What is Acetone?
Acetone is a powerful solvent that is used primarily in industrial and laboratory settings, but is safe enough for household applications such as removing nail polish. Acetone is currently produced from petrochemicals as a co-product of phenol, however there is a rich history of high purity acetone being made from the fermentation of sugars derived from corn and other agricultural products. Unlike alcohols such as ethanol, acetone is a ketone. Ketones are more oxidized (they have less energy content) than alcohols, so they are poor candidates for use in fuel, but this property allows them to dissolve both waterborne and oily residues, making for a more flexible cleaning agent. In addition to its use as a solvent and a cleaner, acetone is used as an intermediate chemical building block for valuable chemicals such as methyl methacrylate (MMA), a high value monomer used in acrylic plastics for applications such as plexiglass in aircraft windows, artificial joints, cement for total knee and total hip replacements, bathroom and kitchen fixtures, and even rocket fuel. Acetone is a global performance chemical with worldwide demand that exceeds 13 billion pounds and can be produced sustainably using renewable resources.
The first industrial production of acetone involved heating calcium acetate crystals to high temperatures until they decomposed. This process was inefficient and produced low purity acetone. In need of higher purity acetone to produce armaments during World War One, the Allies turned to a new technology called ABE (acetone, butanol and ethanol) developed in 1912 to produce high purity acetone from agricultural products using fermentation and clostridia bacteria. The technology played a key role on the battlefields of Europe. By 1927, the industry demand shifted to n-butanol production for use in nitro-cellulosic lacquers for the nascent automobile industry, and ABE technology shifted toward n-butanol production. By the 1940’s, with the advent of new, lower cost petrochemical processes, acetone production shifted to synthetic routes, co-produced with phenol through the cumene hydroperoxidation process. In 1954, the last ABE production facility in the U.S. shut down, and by 1985 the last operating units ceased operating in Russia and South Africa.
Advances in biotechnology, advanced fermentation technology, and separation sciences have made ABE fermentations competitive with large scale petrochemical processes both in terms of economics and feedstock flexibility. Scientific advances in microbiology have allowed for the selection of clostridia bacteria that are capable of using sugar from a wide variety of sources including agricultural and municipal waste more effectively than parent strains. Modern ABE fermentations also more economically produce high purity acetone with a carbon footprint that is a fraction of competing petrochemical methods.
Acetone is the workhorse solvent of manufacturing industries such as pharmaceuticals, rubber chemicals, electronics, and glass reinforcement plastics. In the North American market, acetone is primarily used as a building block for MMA and bisphenol A (BPA), two high value polymers that are used in many consumer products including safety glass, canned food liners, dentures, orthopedic and cosmetic implants, and acrylic paints. Other chemicals made from acetone include methyl isobutyl ketone (MIBK), another industrial solvent and synthetic rubber precursor. Acetone is also renowned for its nontoxic nature and presence in everyday products such as cleaning fluids, nail polish removers, spray paint, skin lighteners, hair spray, foot care, and wound treatments.
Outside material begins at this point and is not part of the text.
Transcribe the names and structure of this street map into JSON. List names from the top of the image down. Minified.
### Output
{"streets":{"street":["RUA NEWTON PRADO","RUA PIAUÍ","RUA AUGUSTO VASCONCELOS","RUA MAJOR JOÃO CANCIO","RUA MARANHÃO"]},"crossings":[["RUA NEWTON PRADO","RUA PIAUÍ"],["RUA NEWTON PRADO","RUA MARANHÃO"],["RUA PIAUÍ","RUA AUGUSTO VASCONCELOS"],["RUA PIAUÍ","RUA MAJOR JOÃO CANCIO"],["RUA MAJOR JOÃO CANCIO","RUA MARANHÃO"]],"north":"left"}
Unlike other solvents available to consumers such as toluene and turpentine, acetone is safe for environmental and human exposure. Acetone is a VOC-exempt solvent since it is produced by nearly all plants and animals and is completely biodegradable in the air, water, and soil. Health concerns with acetone exposure are almost negligible as its toxicity is on par with table salt. In fact, the human body produces acetone as a part of fat metabolism and detection of acetone on one’s breath can be an invaluable healthcare diagnostic tool.
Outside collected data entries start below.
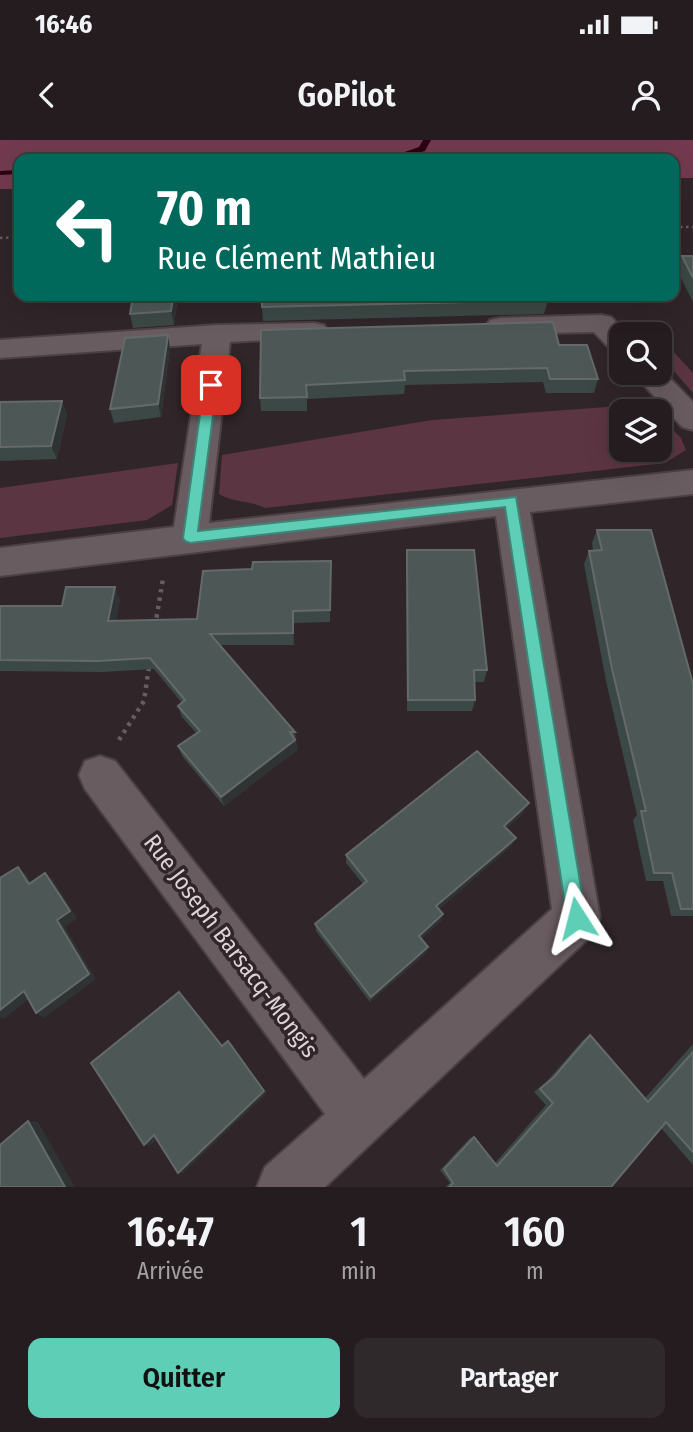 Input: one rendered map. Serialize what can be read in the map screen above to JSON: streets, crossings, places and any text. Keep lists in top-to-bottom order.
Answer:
{
  "streets": {
    "street": ["Rue Joseph Barsacq-Mongis"]
  },
  "page": {
    "status": "16:46",
    "header": "GoPilot",
    "turn": ["70 m", "Rue Clément Mathieu"],
    "eta": [
      "16:47",
      "Arrivée",
      "1",
      "min",
      "160",
      "m"
    ],
    "buttons": ["Quitter", "Partager"]
  }
}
Acetone’s immediate market is valued at over $7 billion dollars and downstream demand for derivative products such as MMA is strong. Using modern advances in process technology, existing ethanol plants can be repurposed to run ABE fermentations and produce acetone and n-butanol at a scale and cost that is directly competitive with large, fully integrated petrochemical plants in Houston. This enables the creation of high value jobs in clean renewable chemical manufacturing built upon the expertise of American farmers.